With the recent legalization of same-sex marriage across the United States, Bible-believing Christians must face the reality that a practice condemned by Scripture is increasingly accepted by society. We can no longer distance ourselves from the issue, assuming that we will never need to interact with openly gay individuals. Instead, we must find ways to engage redemptively with these individuals, who form an increasingly visible segment of our communities.

To address these realities and the need for a Christlike response, over the past few weeks both the Seventh-day Adventist Theological Seminary and the North American Division (NAD) have issued official statements regarding homosexuality. The Seminary statement offers an extensive analysis of the Bible’s teaching on homosexual behavior and outlines a proposed “pastoral approach” toward dealing with people who experience same-sex attraction. The NAD statement focuses on practical questions related to homosexual practice and same-sex marriage, such as codes of conduct for students on Adventist campuses, employment at church-run institutions, and use of church facilities for events.

Not surprisingly, the statements, especially the Seminary paper, have sparked considerable discussion among Adventists. A frequently contested aspect is the assertion in both documents that there is a moral difference between homosexual orientation (an innate attraction to the same gender) and homosexual behavior, and that although Scripture prohibits homosexual behavior, the Bible is silent on the issue of homosexual orientation and/or does not condemn it.

While both statements are unequivocal in stating that sexual expression should occur only within the context of heterosexual marriage, some Adventists argue that viewing homosexual orientation as a “lifelong reality” that may not change, even in the converted Christian, makes allowances for people to hold onto their sinful tendencies and even affirm a sinful identity. On the other hand, some Adventists view the statements as a “disappointment” since they want the church to accept same-sex relationships.

Thinking More Deeply About the Issues

The Compass Magazine affirms, as does the Theological Seminary, that homosexual behavior and lust are contrary to God’s will and are sinful. We believe that the issues raised regarding sexual orientation are worthy of further exploration and understanding, as there is currently much difference of opinion on these issues, even among Christians who agree on the sinfulness of homosexual acts.

With that in mind, we intend to publish thoughtful, Bible-based articles that address aspects of this topic and can help us refine our understanding and delineate possible approaches.

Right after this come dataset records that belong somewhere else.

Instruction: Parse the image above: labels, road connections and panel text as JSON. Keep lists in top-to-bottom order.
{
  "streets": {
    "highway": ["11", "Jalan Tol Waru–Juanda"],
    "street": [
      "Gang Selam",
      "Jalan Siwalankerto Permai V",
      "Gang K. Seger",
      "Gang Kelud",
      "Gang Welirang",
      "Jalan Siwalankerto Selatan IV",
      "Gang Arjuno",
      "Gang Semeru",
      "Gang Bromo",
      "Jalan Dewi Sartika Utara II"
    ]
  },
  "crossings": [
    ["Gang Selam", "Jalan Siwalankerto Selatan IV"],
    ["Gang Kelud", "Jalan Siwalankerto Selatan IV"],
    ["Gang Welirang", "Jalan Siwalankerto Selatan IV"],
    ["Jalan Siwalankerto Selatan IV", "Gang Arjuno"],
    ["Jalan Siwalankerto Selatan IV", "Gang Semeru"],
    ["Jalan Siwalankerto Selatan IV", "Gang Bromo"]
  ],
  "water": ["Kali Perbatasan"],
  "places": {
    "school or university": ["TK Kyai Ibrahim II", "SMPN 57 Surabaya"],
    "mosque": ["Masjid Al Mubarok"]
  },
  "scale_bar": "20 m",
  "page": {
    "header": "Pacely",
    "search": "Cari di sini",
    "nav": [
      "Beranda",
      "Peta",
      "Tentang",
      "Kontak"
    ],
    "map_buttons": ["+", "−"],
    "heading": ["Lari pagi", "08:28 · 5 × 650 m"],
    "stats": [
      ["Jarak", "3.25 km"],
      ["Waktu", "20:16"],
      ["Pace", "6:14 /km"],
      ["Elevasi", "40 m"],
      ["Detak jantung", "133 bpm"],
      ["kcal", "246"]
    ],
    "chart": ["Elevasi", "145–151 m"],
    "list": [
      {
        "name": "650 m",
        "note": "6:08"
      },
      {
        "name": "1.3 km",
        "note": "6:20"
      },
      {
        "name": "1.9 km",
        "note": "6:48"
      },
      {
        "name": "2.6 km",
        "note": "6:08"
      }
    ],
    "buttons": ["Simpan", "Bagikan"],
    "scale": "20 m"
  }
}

These articles may present differing views on some issues while affirming a biblical stance on sexual behavior. Ultimately, we hope that these articles and the discussions they create will help us minister more wisely and effectively to individuals who experience same-sex attraction.

The questions below present several areas for further thought and exploration from a biblical perspective.

  1. Are some homosexuals “born that way”? If certain homosexual tendencies are inborn rather than acquired, how, if at all, would that affect the way Christians address the issue?
  2. Does the Bible address and condemn homosexual orientation, or only homosexual behavior? Can we differentiate between terms such as orientation, attraction, desire, and lust? If so, what are these differences?
  3. To what extent can homosexuals lose their attraction to the same sex and/or change to heterosexual attraction? If we acknowledge that some may continue to experience homosexual attraction throughout their lives, does such an admission negate God’s power and open the door for compromise and acceptance of homosexual behavior?
  4. To what extent must a person overcome homosexual desires/tendencies in order to be baptized? In order to hold leadership positions? Should such people be barred from certain leadership positions due to their past or present inclinations, despite evidence of a pure life?
  5. How is homosexuality similar to/different from other “inherited and cultivated tendencies to evil” (The Desire of Ages, p. 296), such as tendencies toward worry, pride, or greed? How do we avoid creating a double standard in how we treat homosexuality versus how we treat other sexual or nonsexual sins?
  6. What is the relationship between temptation, inner tendencies to sin, sinful thoughts, and sinful action? At what point does a thought, impulse, or desire become sin?
  7. Will we completely overcome sinful desires/tendencies (including homosexual desires) in this life?
  8. Most importantly, how should Christians reach out to homosexuals and present true hope in Jesus? How should we deal with people within the church who admit to struggling with homosexual tendencies? If we “empathize with” and “listen carefully to” the stories of these people (to quote the Seminary statement), do we somehow condone their experiences? Recognizing that many homosexuals feel shunned and despised by Christians, how can we counteract such experiences by showing true love and compassion, yet without excusing sin?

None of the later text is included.